Um der Angst auf den Grund zu gehen, versuche ich herauszufinden, wie andere Kulturen mit ihr umgingen. Ich lese Macht und Magie in Italien. Es geht um Lukanien, eine Region zu der auch Teile Apuliens gehören. Es geht um Hexerei, den bösen Blick, Magier, Heilerinnen und Totenklage.
"In Lukanien ist die Hexerei eine Kultur der körperlich würgenden Angst, wo einem das Blut in den Adern stockt." so Thomas Hauschild, der in den 80er Jahren Feldforschungen in Lukanien ( heute Teile von Basilikata, Kalabrien und Apulien ) durchführte, um die Physiologie, Soziologie und die Poltitik des Heiligenkultes um San Donato, Schutzheiliger der Epileptiker, zu untersuchen. Als Symptome dieser würgenden Angst und Besessenheit beobachte er: Speicheln, Erbrechen, lähmende Umnachtung, Wellen von Hitze und Kälte, Schweißausbrüche, Herzjagen oder Pulsverlangsamung. Die Psychosomatik der Angst ist ohne Anker, schreibt er und etymologisch stammt Angst von Enge. Weitere körperliche Symptome sind: Unterdrückung des Atems oder Überatmung, die beide das Blut „festbinden“, wodurch das Gehirn unterversorgt wird und um die immer gleichen Gedanken kreist bis hin zur Ohnmacht und Krämpfen. Die Patienten in Lukanien beschrieben, dass ihnen das Blut in den Adern stocke und sie sich gewürgt fühlten. Sympathisches und parasympathisches Nervensystem blockieren sich gegenseitig. Der Körper kann an keinem Tausch mehr teilnehmen. Essen wird verweigert oder erbrochen, Wasser, Kot und Speichel fließen. Manche fielen in eine Schreckckstarre, die, wenn sie länger andauerte, zu einer Depression wurde.

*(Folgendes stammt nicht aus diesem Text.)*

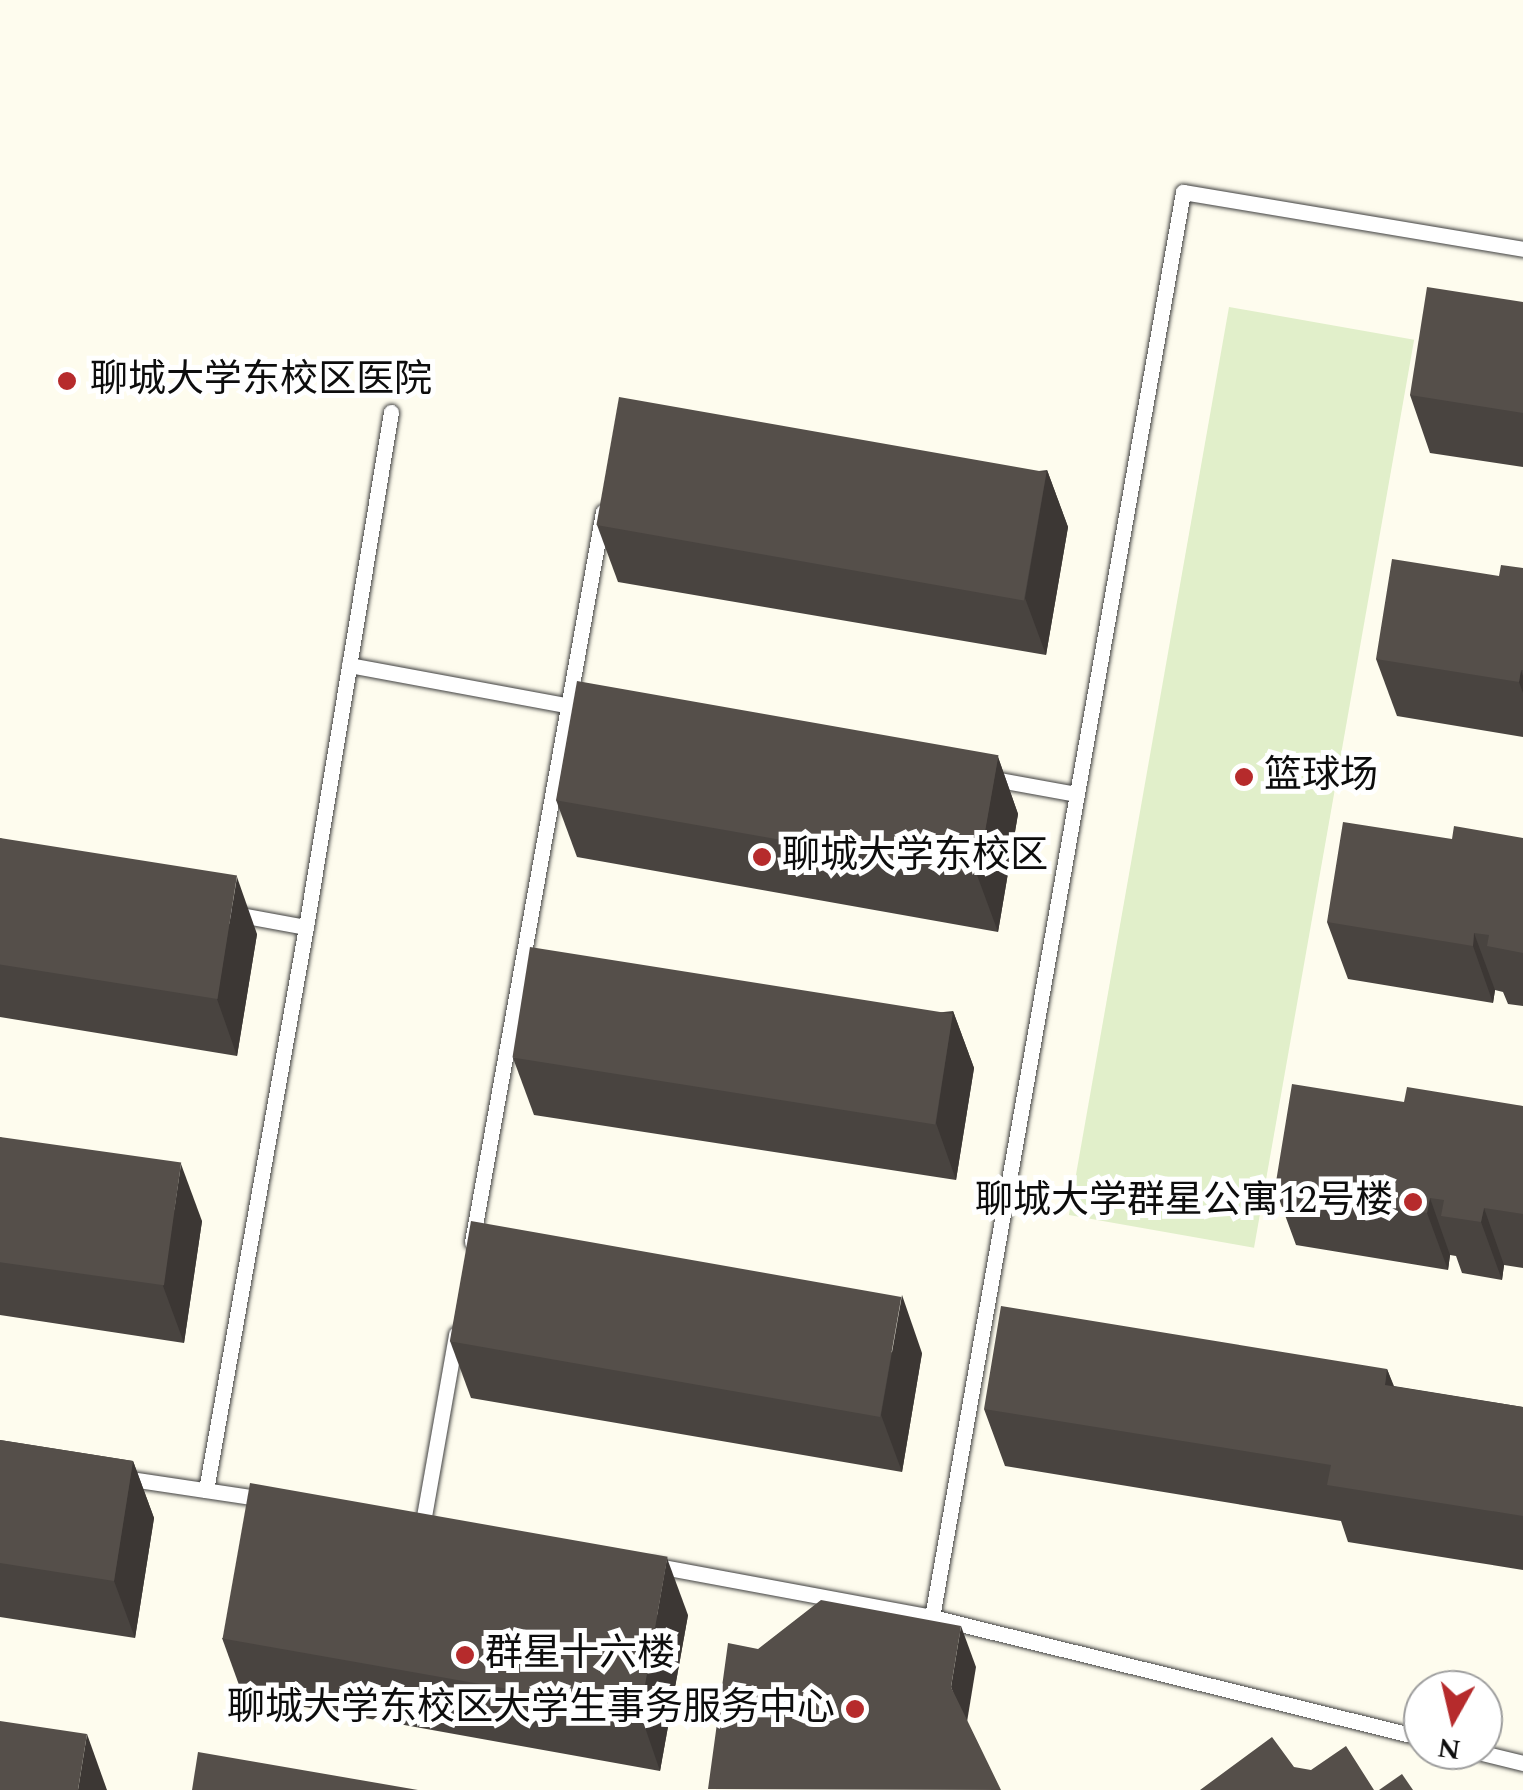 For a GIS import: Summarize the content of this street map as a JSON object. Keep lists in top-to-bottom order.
{
  "places": [
    "聊城大学东校区医院",
    "篮球场",
    "聊城大学东校区",
    "聊城大学群星公寓12号楼",
    "群星十六楼",
    "聊城大学东校区大学生事务服务中心"
  ],
  "north": "bottom"
}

Für Hauschild gehen die in Lukanien beobachteten Symptome genauso wie heutige Erschöpfungszustände und Infarkte auf den von Wilhelm Reich beschrieben Urgegensatz des Lebens von Emission ( Kotzen) und Depression zurück. Schon die christlich alchemistische Medizin erfand daher viele Mittel, um Menschen zum Brechen zu bringen. Kräuterliköre, die Verabreichung von Bitterstoffen, Johanniskraut , der "amaro" und der caffè, der in Italien in medizinisch kleinen Dosen im Stehen getrunken wird, gehen abgeblich darauf zurück.
Aber neben der Heilung körperlicher Symptome, was hiflt der Seele? In jeder Weltreligion, meint Hausschild, finden wir das elementare Bedürfnis des Menschen, seine eigene Natur zu verdoppeln, in dem er sich ein Medium, ein Gegenüber, schafft, das vom Leben und vom Tod spricht. Welche Medien haben die sogenannten aufgeklärten Gesellschaften, wie sprechen sie von Leben und Tod?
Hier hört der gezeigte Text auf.